MPF mira atos do governo Bolsonaro por contrariar leis e direitos humanos
Nos dois primeiros meses do governo Jair Bolsonaro (PSL), atos do presidente e do segundo escalão do governo entraram na mira do MPF (Ministério Público Federal).
Na PFDC (Procuradoria Federal dos Direitos do Cidadão), setor do MPF que cuida da proteção dos direitos humanos e de direitos como saúde e educação, já foram quatro os pedidos para que a procuradora-geral da República, Raquel Dodge, apresente ações judiciais contra medidas do governo.
Para a PFDC, são inconstitucionais a flexibilização da posse de armas, a possibilidade do monitoramento de ONGs, a extinção do Consea (Conselho Nacional de Segurança Alimentar), órgão de combate à fome, e a ampliação das autoridades que podem decretar sigilo sobre informações públicas.
Nesses casos, a procuradoria pede que Raquel Dodge apresente ações de inconstitucionalidade ao STF (Supremo Tribunal Federal) contra as propostas. Apenas a procuradora-geral pode apresentar ações judiciais desse tipo.
Procurada, a assessoria de Dodge afirmou que os pedidos estão sendo analisados.
Em outra frente de atuação, a PFDC enviou duas representações pedindo a revogação de medidas ou cobrando explicações sobre a legalidade de atos do governo. Foram questionados o rompimento do diálogo do Incra (Instituto Nacional de Colonização e Reforma Agrária) com o MST (Movimento dos Trabalhadores Rurais Sem Terra) e a carta do Ministério da Educação às escolas pedindo que crianças fossem filmadas cantando o hino.
O MPF, por meio da sua Câmara de Populações Indígenas e Comunidades Tradicionais, também emitiu uma nota técnica afirmando serem inconstitucionais as mudanças na política de demarcação de terras e direitos indígenas. A questão já é alvo de uma ação no STF movida pelo PSB.
O QUE DIZ O GOVERNO BOLSONARO
O governo já recuou em parte das medidas contestadas.
O ministro da Educação, Ricardo Vélez Rodríguez, por exemplo, desistiu de pedir que diretores de escolas gravem e encaminhem ao governo vídeos de alunos cantando o Hino Nacional. O ministro também já havia chamado de "erro" sua decisão de incluir o slogan de campanha de Bolsonaro na carta a escolas de todo o país.

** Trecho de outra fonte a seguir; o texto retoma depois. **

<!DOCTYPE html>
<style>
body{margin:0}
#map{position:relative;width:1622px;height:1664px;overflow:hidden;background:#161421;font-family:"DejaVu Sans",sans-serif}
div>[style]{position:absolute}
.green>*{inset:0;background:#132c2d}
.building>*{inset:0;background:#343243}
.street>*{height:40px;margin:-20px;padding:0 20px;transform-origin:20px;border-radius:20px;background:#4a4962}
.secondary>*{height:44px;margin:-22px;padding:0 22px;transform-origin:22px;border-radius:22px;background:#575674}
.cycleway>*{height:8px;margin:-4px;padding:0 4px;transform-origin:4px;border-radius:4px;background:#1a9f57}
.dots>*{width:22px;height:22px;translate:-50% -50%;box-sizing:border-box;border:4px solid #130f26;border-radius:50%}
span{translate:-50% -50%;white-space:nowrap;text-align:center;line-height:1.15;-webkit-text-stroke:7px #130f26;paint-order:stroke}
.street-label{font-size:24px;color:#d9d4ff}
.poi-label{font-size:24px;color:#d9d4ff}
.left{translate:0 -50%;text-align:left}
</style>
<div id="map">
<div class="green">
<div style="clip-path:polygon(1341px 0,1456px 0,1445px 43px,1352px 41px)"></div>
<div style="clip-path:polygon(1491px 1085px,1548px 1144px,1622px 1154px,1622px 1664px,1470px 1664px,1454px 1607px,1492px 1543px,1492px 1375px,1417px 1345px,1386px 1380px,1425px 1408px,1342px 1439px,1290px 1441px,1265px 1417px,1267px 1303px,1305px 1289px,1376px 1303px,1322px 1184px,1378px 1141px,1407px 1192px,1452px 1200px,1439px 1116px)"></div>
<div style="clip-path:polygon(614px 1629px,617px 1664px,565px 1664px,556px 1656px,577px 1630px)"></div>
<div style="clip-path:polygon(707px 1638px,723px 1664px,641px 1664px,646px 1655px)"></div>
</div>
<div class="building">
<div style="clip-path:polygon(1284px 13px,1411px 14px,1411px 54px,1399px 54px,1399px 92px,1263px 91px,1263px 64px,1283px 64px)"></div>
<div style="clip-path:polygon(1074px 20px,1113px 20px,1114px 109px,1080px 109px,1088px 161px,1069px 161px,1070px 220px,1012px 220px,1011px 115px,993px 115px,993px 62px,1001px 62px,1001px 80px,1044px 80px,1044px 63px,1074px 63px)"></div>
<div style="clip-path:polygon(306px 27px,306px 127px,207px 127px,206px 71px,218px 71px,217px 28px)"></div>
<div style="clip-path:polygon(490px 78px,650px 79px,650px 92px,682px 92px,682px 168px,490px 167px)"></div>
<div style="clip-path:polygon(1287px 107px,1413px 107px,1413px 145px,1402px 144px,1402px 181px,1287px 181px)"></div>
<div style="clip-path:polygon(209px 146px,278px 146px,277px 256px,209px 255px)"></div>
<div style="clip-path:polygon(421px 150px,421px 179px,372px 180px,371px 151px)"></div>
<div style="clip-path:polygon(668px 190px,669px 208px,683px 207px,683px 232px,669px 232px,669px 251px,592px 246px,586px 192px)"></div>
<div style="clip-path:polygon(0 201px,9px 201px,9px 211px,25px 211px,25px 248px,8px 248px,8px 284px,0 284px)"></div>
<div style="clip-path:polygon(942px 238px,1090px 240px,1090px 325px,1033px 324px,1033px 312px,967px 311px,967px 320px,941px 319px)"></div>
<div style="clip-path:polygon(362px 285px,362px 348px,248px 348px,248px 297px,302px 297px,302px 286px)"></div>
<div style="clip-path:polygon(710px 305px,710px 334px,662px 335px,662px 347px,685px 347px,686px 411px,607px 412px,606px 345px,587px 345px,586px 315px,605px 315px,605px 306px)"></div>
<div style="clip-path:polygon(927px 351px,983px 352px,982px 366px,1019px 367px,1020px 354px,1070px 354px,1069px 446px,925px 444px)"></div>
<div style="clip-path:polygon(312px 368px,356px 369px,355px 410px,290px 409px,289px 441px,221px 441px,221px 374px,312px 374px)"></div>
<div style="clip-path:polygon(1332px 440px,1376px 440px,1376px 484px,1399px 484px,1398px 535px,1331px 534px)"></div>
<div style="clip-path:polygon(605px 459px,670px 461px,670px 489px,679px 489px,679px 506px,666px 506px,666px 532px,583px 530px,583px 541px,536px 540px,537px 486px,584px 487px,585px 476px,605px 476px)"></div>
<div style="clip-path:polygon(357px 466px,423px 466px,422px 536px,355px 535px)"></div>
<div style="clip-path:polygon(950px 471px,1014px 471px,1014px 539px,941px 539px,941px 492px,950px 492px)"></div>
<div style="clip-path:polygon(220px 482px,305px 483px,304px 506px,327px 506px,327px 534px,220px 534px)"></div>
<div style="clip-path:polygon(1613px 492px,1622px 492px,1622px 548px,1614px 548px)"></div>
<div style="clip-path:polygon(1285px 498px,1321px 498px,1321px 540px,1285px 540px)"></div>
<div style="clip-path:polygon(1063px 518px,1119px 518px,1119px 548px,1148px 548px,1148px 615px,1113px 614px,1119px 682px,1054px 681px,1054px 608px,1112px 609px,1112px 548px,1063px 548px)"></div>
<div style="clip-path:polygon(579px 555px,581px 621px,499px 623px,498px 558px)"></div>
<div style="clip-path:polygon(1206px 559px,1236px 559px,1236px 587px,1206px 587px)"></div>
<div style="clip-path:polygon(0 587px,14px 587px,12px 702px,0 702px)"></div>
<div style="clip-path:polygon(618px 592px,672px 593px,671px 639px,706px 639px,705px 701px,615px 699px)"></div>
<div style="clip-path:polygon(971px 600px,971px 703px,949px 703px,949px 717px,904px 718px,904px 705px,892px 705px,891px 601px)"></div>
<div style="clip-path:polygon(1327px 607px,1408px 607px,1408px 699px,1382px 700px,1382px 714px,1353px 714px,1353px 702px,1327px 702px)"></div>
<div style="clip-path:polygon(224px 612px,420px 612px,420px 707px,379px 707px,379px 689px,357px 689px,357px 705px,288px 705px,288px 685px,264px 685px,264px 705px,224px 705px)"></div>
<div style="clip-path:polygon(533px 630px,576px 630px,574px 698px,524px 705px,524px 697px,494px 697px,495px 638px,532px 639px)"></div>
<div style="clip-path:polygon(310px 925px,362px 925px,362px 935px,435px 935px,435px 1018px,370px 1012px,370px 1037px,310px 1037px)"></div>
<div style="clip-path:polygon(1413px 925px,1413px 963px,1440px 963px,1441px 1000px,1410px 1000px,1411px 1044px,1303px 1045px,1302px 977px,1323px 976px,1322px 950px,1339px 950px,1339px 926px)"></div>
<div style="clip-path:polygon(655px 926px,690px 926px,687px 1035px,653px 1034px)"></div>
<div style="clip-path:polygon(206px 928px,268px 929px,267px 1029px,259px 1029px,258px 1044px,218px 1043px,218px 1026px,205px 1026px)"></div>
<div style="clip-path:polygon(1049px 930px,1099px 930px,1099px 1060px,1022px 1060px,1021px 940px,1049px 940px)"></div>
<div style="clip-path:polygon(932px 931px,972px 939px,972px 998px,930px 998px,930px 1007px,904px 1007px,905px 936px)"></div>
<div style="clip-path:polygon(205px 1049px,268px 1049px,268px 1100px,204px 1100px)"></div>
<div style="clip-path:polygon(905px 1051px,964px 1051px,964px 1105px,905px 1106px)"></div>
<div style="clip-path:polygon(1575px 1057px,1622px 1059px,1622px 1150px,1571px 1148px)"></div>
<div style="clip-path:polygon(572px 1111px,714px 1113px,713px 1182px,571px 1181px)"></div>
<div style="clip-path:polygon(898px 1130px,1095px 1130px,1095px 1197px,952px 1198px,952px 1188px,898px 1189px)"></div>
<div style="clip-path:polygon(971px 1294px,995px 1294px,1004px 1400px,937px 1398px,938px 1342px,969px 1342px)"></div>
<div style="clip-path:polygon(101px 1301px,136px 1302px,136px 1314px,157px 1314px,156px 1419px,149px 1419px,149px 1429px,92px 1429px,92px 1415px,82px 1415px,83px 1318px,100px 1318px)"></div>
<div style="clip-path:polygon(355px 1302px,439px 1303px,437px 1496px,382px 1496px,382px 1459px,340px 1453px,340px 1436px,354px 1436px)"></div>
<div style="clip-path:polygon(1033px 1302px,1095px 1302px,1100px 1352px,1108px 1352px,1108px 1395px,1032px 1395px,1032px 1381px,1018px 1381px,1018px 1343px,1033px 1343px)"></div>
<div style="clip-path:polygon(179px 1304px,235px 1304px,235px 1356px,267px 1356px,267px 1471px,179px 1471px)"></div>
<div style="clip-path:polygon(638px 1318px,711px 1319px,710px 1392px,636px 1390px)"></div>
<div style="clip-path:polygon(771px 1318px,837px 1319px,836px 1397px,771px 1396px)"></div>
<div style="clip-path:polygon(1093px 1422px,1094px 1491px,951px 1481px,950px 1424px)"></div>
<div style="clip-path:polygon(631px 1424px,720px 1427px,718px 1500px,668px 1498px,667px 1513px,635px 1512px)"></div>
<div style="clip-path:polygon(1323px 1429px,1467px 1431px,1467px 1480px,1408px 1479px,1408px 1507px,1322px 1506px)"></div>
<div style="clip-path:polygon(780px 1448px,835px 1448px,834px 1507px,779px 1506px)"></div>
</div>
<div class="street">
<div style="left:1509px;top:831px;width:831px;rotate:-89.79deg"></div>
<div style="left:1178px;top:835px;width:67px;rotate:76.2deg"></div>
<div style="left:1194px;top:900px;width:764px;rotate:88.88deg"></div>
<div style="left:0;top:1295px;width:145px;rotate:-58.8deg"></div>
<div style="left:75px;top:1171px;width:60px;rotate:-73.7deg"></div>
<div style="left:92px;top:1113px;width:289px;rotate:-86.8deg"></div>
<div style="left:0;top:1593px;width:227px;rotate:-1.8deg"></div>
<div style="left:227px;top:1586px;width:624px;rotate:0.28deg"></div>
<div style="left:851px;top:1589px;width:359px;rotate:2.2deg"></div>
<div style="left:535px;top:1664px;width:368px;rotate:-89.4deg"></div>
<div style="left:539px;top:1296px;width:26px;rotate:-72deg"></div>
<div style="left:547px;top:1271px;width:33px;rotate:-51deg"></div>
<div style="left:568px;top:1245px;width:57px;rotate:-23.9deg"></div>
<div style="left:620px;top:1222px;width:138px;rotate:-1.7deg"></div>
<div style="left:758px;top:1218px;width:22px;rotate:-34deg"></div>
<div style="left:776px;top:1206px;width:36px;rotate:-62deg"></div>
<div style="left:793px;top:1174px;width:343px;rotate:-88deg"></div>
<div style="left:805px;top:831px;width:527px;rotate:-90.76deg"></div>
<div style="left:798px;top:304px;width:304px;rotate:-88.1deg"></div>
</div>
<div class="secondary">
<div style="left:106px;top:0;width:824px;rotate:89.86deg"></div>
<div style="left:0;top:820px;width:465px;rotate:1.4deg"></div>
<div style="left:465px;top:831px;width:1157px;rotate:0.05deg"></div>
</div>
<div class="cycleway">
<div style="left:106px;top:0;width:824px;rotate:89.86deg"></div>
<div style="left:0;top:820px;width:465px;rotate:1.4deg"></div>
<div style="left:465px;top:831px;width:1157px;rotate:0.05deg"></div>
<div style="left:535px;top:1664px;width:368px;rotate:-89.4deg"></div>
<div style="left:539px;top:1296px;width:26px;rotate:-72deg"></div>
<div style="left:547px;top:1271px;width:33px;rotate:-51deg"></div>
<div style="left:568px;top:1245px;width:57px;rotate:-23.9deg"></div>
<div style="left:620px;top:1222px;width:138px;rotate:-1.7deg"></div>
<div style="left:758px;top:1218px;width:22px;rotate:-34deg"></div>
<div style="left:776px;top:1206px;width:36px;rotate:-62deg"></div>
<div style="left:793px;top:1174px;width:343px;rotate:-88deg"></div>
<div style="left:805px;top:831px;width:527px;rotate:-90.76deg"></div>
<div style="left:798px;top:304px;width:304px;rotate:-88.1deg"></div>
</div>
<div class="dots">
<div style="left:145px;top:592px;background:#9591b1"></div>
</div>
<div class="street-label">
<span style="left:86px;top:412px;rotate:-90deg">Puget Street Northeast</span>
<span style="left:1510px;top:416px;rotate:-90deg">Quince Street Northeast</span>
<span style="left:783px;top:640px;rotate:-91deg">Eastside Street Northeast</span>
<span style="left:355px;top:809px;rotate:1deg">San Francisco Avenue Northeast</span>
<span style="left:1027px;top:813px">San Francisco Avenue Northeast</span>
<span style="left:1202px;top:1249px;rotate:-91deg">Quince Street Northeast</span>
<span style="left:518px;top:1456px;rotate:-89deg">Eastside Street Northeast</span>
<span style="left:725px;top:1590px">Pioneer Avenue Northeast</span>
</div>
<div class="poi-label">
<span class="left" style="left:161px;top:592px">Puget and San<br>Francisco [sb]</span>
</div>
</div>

Na quarta-feira (27), o presidente Jair Bolsonaro revogou o decreto que alterou a regulamentação da LAI (Lei de Acesso à Informação) e ampliou o número de autoridades que poderiam decretar sigilo sobre dados do governo. A ampliação foi criticada como uma forma de dar menos transparência aos atos do governo e dificultar o combate à corrupção.
Veja os argumentos do MPF e o que diz o governo.
Terras indígenas
Ontem, o MPF emitiu uma nota técnica na qual afirma ser inconstitucionais as alterações na política de demarcação de terras e direitos indígenas promovidas pelo governo Bolsonaro.
O documento é assinado pela Câmara de Populações Indígenas e Comunidades Tradicionais do MPF e critica a transferência das demarcações indígenas para o Ministério da Agricultura e as mudanças na Funai (Fundação Nacional do Índio), que deixou a órbita do Ministério da Justiça e passou a ser vinculada ao novo Ministério da Mulher, Família e Direitos Humanos.
As mudanças foram promovidas pela medida provisória que reorganizou a estrutura dos ministérios, assinada por Bolsonaro no primeiro dia de governo.
"A Medida Provisória 870/19, ao transferir a demarcação das terras indígenas ao Ministério da Agricultura, Pecuária e Abastecimento e a supervisão da Funai para o Ministério da Mulher, Família e Direitos Humanos operou a repristinação [restauração] da velha política integracionista do direito antigo e obrigou os índios e suas comunidades a um falso tratamento isonômico em relação aos demais atores da sociedade brasileira, tratamento este que desconsidera e viola, a um só tempo, suas peculiaridades culturais e seus direitos constitucionais", diz trecho da nota técnica.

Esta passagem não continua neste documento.